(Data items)
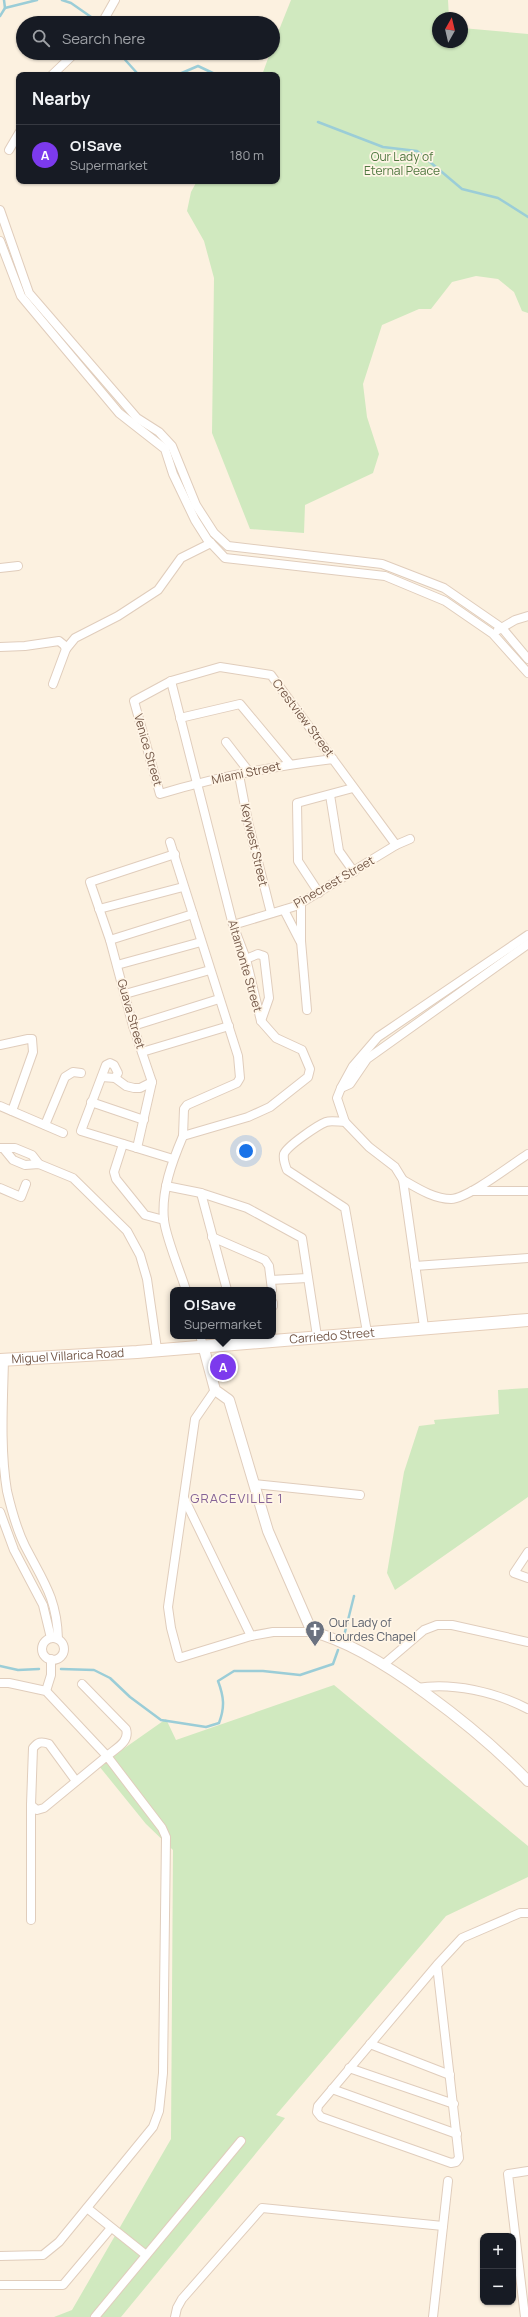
<!DOCTYPE html>
<meta charset="utf-8">
<style>
body{margin:0;font-family:Manrope,sans-serif;background:#242831;color:#f1f3f6}
.controls{position:absolute;right:12px;bottom:12px;display:grid;overflow:hidden;border-radius:8px;box-shadow:0 1px 3px #0004}
.controls button{width:36px;height:36px;display:grid;place-items:center;padding:0;border:0;border-bottom:1px solid #363941;background:#171b24;color:#f1f3f6;font:20px sans-serif}
.compass{position:absolute;left:432px;top:12px;width:36px;height:36px;border-radius:50%;background:#171b24;box-shadow:0 1px 3px #0004;rotate:8deg}
.you{position:absolute;left:246px;top:1151px;width:14px;height:14px;margin:-10px;border:3px solid #fff;border-radius:50%;background:#1a73e8;box-shadow:0 0 0 6px #1a73e833}
.badge{display:grid;place-items:center;width:26px;height:26px;border-radius:50%;background:#7c3aed;color:#fff;font-size:13px;font-weight:700}
.pin{position:absolute;translate:-50% -50%;border:2px solid #fff;box-shadow:0 1px 4px #0006}
.popup{position:absolute;left:170px;top:1287px;width:106px;height:52px;box-sizing:border-box;display:grid;place-content:center;border-radius:8px;background:#171b24;filter:drop-shadow(0 1px 3px #0005);font-size:13px;white-space:nowrap;color:#9ea1a6}
.popup b{font-size:15px;color:#f1f3f6}
.popup::after{content:'';position:absolute;left:50%;top:100%;margin-left:-8px;border:8px solid transparent;border-top-color:#171b24}
.list{margin:0;padding:0;list-style:none}
h2{display:flex;justify-content:space-between;align-items:center;height:52px;margin:0;padding:0 16px;font-size:17px}
h2 small{font-size:13px;font-weight:400;color:#9ea1a6}
.list li{display:grid;grid-template-columns:26px 1fr auto;gap:12px;align-items:center;box-sizing:border-box;height:60px;padding:0 16px;border-top:1px solid #363941}
.list b{display:block;font-size:15px;white-space:nowrap}
.list p{margin:0;font-size:13px;white-space:nowrap;color:#9ea1a6}
.list em{font-size:13px;font-style:normal;color:#9ea1a6}
.icon{flex:none;width:22px;height:22px;fill:none;stroke:currentColor;stroke-width:2;stroke-linecap:round;stroke-linejoin:round}
.map{position:relative;flex:none;width:528px;height:2317px;overflow:hidden}
.search{position:absolute;background:#171b24;box-shadow:0 1px 3px #0004;left:16px;top:16px;width:264px;height:44px;display:flex;align-items:center;gap:10px;box-sizing:border-box;padding:0 14px;border-radius:22px;color:#9ea1a6;font-size:15px}
.panel{position:absolute;background:#171b24;box-shadow:0 1px 3px #0004;left:16px;top:72px;width:264px;height:112px;border-radius:8px}
.map>svg:first-child{display:block}
.green{fill:#d0e9bf}
.lines{fill:none;stroke-linecap:round;stroke-linejoin:round}
.stream{stroke:#9bcdd7;stroke-width:2.5}
.minor-casing{stroke:#e0cdbc;stroke-width:10}
.tertiary-casing{stroke:#e0cdbc;stroke-width:12}
.secondary-casing{stroke:#e5ceba;stroke-width:14}
.minor{stroke:#fff;stroke-width:8}
.tertiary{stroke:#fff;stroke-width:10}
.secondary{stroke:#fff;stroke-width:12}
.labels{text-anchor:middle;stroke-width:3.5;stroke-linejoin:round;paint-order:stroke}
.park-label{font-size:12px;fill:#507840;stroke:#fff5e6}
.street-label{font-size:12px;fill:#735747;stroke:#fff5e6}
.worship-label{font-size:12px;fill:#5b616d;stroke:#fff5e6;text-anchor:start}
.neighbourhood-label{font-size:13px;letter-spacing:1px;fill:#856396;stroke:#fff5e6}
</style>
<div class="map">
<svg width="528" height="2317" viewBox="0 0 528 2317">
<rect width="100%" height="100%" fill="#fcf1e0"/>
<g class="green">
<polygon points="291,0 448,0 449,18 438,18 438,42 462,42 462,28 528,34 528,313 522,311 514,292 498,279 476,276 452,282 431,309 419,309 382,325 363,384 367,417 379,454 373,473 305,505 304,533 250,529 212,433 214,278 204,241 187,211 191,192 197,181 277,181 277,75 262,75 270,53 273,53 273,45"/>
<polygon points="528,1388 528,1497 395,1590 387,1573 404,1472 419,1426 435,1424 434,1420 499,1414 498,1390"/>
<polygon points="334,1685 528,1846 528,1877 446,1916 276,2115 285,2118 121,2317 54,2317 72,2310 171,2139 173,1850 146,1824 99,1766 166,1719 176,1740"/>
</g>
<g class="lines">
<g class="stream">
<polyline points="62,0 71,3 94,19"/>
<polyline points="5,8 37,0"/>
<polyline points="0,16 5,8 4,0"/>
<polyline points="119,53 137,73 142,75"/>
<polyline points="177,75 198,66 217,75"/>
<polyline points="318,122 383,147 417,151 462,189 498,198 528,217"/>
<polyline points="344,1636 354,1596"/>
<polyline points="0,1666 18,1670 39,1669"/>
<path d="M61,1669L94,1670L110,1678L130,1697L161,1720L206,1727L219,1723C225,1707 224,1697 218,1681L234,1671H263L300,1675L333,1664L338,1650"/>
</g>
<defs>
<g id="minor">
<polyline points="102,23 115,0"/>
<polyline points="52,75 75,53"/>
<polyline points="9,150 19,133"/>
<polyline points="0,210 29,293 137,418 159,432 172,446 196,505 214,533 228,546 382,564 444,588 502,628 528,659"/>
<polyline points="0,241 21,296 119,413 165,449 173,474 195,520 207,539 225,558 385,576 445,601 493,634 528,673"/>
<polyline points="0,568 18,566"/>
<polyline points="498,630 515,620 528,616"/>
<polyline points="0,647 25,646 59,641 64,645 66,649 53,684"/>
<polyline points="66,649 75,638 118,616 158,590 181,558 211,543"/>
<path d="M171,681L233,925L246,959L261,1021L276,1038L302,1050L310,1069L308,1077L270,1107L248,1117L183,1136C172,1162 161,1191 164,1220C166,1238 180,1271 186,1290"/>
<polyline points="180,718 240,704 290,764"/>
<polyline points="226,742 250,773"/>
<path d="M333,759C275,766 216,777 160,794L134,701L171,681L220,667L271,675L396,845"/>
<polyline points="239,775 248,822 271,913"/>
<polyline points="330,795 339,851 354,872"/>
<polyline points="170,842 238,1056 240,1078 237,1083 187,1105 184,1109 183,1136"/>
<polyline points="319,893 298,861 297,803 353,788"/>
<polyline points="301,903 301,941 307,1010"/>
<polyline points="99,909 183,887"/>
<polyline points="284,910 300,941"/>
<polyline points="233,925 296,906 396,845 410,839"/>
<polyline points="110,940 193,914"/>
<polyline points="246,959 258,954 264,956 269,998 261,1021"/>
<polyline points="117,965 201,942"/>
<polyline points="125,994 210,970"/>
<polyline points="133,1026 219,999"/>
<polyline points="0,1045 28,1039 32,1039 33,1052 12,1111"/>
<polyline points="142,1052 229,1026"/>
<polyline points="102,1077 115,1078 126,1086 134,1088 140,1088 152,1082"/>
<polyline points="115,1078 118,1073 114,1065 110,1063 106,1065 81,1131 173,1159"/>
<polyline points="341,1088 353,1066 378,1037 528,935"/>
<polyline points="91,1102 144,1120"/>
<polyline points="0,1106 63,1133"/>
<path d="M345,1122C339,1122 331,1120 326,1122C318,1125 287,1146 284,1154C283,1159 285,1165 287,1170L345,1208L367,1332"/>
<polyline points="45,1125 65,1077 73,1072 81,1073"/>
<polyline points="123,1144 114,1172 116,1179 145,1215 164,1220"/>
<polyline points="1,1148 15,1148 32,1155 39,1164"/>
<polyline points="137,1148 152,1082 133,1026 110,940 90,882 175,854"/>
<polyline points="4,1149 13,1160 25,1165 39,1164 73,1178 127,1231 140,1255 147,1279 157,1349"/>
<path d="M403,1180C417,1188 434,1199 451,1199C469,1198 512,1164 528,1154"/>
<polyline points="166,1186 201,1193 247,1208 302,1238 317,1336"/>
<polyline points="0,1188 21,1197 26,1184"/>
<polyline points="472,1191 528,1191"/>
<polyline points="201,1193 227,1290"/>
<polyline points="212,1237 265,1260 269,1266 272,1290"/>
<polyline points="415,1266 528,1258"/>
<polyline points="271,1280 307,1278"/>
<polyline points="273,1303 273,1306"/>
<polyline points="424,1327 403,1180 395,1167 369,1147 345,1122 337,1098 341,1088 350,1084 367,1059 528,944"/>
<polyline points="200,1336 203,1345"/>
<path d="M4,1360C3,1402 0,1449 7,1491C11,1508 17,1530 25,1546C43,1581 57,1598 58,1639"/>
<polyline points="215,1390 195,1419 168,1607 171,1628 179,1658 251,1636 273,1632 312,1632"/>
<polyline points="254,1484 360,1495"/>
<polyline points="184,1498 251,1636"/>
<polyline points="0,1512 14,1550 43,1605 51,1638"/>
<polyline points="528,1552 514,1573 528,1578"/>
<circle cx="53" cy="1649" r="11"/>
<polyline points="383,1665 424,1630 437,1625 452,1625 528,1642"/>
<path d="M0,1683H9L46,1691L107,1756C116,1748 130,1742 126,1729L82,1684"/>
<path d="M417,1688C452,1682 496,1692 528,1709"/>
<polyline points="46,1691 51,1675 51,1659"/>
<path d="M31,1805L33,1748C38,1742 41,1741 49,1744L76,1781"/>
<polyline points="437,1965 318,2106 317,2112 321,2117 451,2163 456,2162 459,2158 437,1965 462,1938 520,1913 528,1913"/>
<polyline points="370,2044 450,2075"/>
<polyline points="349,2068 454,2104"/>
<polyline points="332,2089 457,2134"/>
<polyline points="87,2208 146,2255"/>
<polyline points="0,2256 43,2255 59,2242 153,2127 159,2111 163,2073 166,1837 162,1828 107,1756 44,1808 37,1810 31,1805 31,1920"/>
<polyline points="0,2285 63,2285 111,2228"/>
<polyline points="95,2317 241,2141"/>
<polyline points="175,2317 177,2308 182,2299 262,2208 443,2226"/>
<polyline points="433,2317 448,2181"/>
<polyline points="525,2317 508,2174 528,2171"/>
</g>
<path id="tertiary" d="M203,1345L215,1390L229,1400L268,1531L312,1632C376,1647 482,1733 528,1781"/>
<g id="secondary">
<path id="s1" d="M0,1360L137,1352L528,1320"/>
</g>
</defs>
<use href="#minor" class="minor-casing"/>
<use href="#tertiary" class="tertiary-casing"/>
<use href="#secondary" class="secondary-casing"/>
<use href="#minor" class="minor"/>
<use href="#tertiary" class="tertiary"/>
<use href="#secondary" class="secondary"/>
</g>
<defs>
<symbol id="church-pin" viewBox="-11 -11 22 30"><path d="M0 17L-7.5 6A9.5 9.5 0 1 1 7.5 6Z" fill="#6b7280" stroke="#fff5e6"/><path d="M-1.2-6h2.4v3.5h3.3v2.4h-3.3V6h-2.4V-.1h-3.3v-2.4h3.3Z" fill="#fff"/></symbol>
</defs>
<g fill-rule="evenodd">
<use href="#church-pin" x="304" y="1619" width="22" height="30"/>
</g>
<g class="labels">
<g class="park-label">
<text x="402" y="161">Our Lady of<tspan x="402" dy="14">Eternal Peace</tspan></text>
</g>
<g class="street-label">
<text transform="translate(303 718) rotate(53)" y="4">Crestview Street</text>
<text transform="translate(148 750) rotate(74)" y="4">Venice Street</text>
<text transform="translate(246 773) rotate(-12)" y="4">Miami Street</text>
<text transform="translate(254 845) rotate(77)" y="4">Keywest Street</text>
<text transform="translate(334 882) rotate(-30)" y="4">Pinecrest Street</text>
<text transform="translate(245 966) rotate(74)" y="4">Altamonte Street</text>
<text transform="translate(131 1014) rotate(74)" y="4">Guava Street</text>
<text dy="4" stroke="none"><textPath href="#s1" startOffset="333">Carriedo Street</textPath></text>
<text dy="4" stroke="none"><textPath href="#s1" startOffset="68">Miguel Villarica Road</textPath></text>
</g>
<g class="worship-label">
<text x="329" y="1627">Our Lady of<tspan x="329" dy="14">Lourdes Chapel</tspan></text>
</g>
<g class="neighbourhood-label">
<text x="237" y="1503">GRACEVILLE 1</text>
</g>
</g>
</svg>
<div class="controls">
<button>+</button>
<button>−</button>
</div>
<svg class="compass" viewBox="-18 -18 36 36"><path d="M0-13l5 13h-10z" fill="#e53935"/><path d="M0 13l5-13h-10z" fill="#9ea1a6"/></svg>
<div class="you"></div>
<div class="pin badge" style="left:223px;top:1367px">A</div>
<div class="popup"><b>O!Save</b>Supermarket</div>
<div class="search"><svg class="icon" aria-label="search" viewBox="0 0 24 24"><circle cx="10" cy="10" r="6"/><path d="M15 15l6 6"/></svg>Search here</div>
<section class="panel">
<h2>Nearby<small></small></h2>
<ul class="list">
<li><span class="badge">A</span><div><b>O!Save</b><p>Supermarket</p></div><em>180 m</em></li>
</ul>
</section>
</div>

▶ **What you should do**
If a line in the entries contains "tertiary", copy it.

▶ **Result of the exercise**
.tertiary-casing{stroke:#e0cdbc;stroke-width:12}
.tertiary{stroke:#fff;stroke-width:10}
<path id="tertiary" d="M203,1345L215,1390L229,1400L268,1531L312,1632C376,1647 482,1733 528,1781"/>
<use href="#tertiary" class="tertiary-casing"/>
<use href="#tertiary" class="tertiary"/>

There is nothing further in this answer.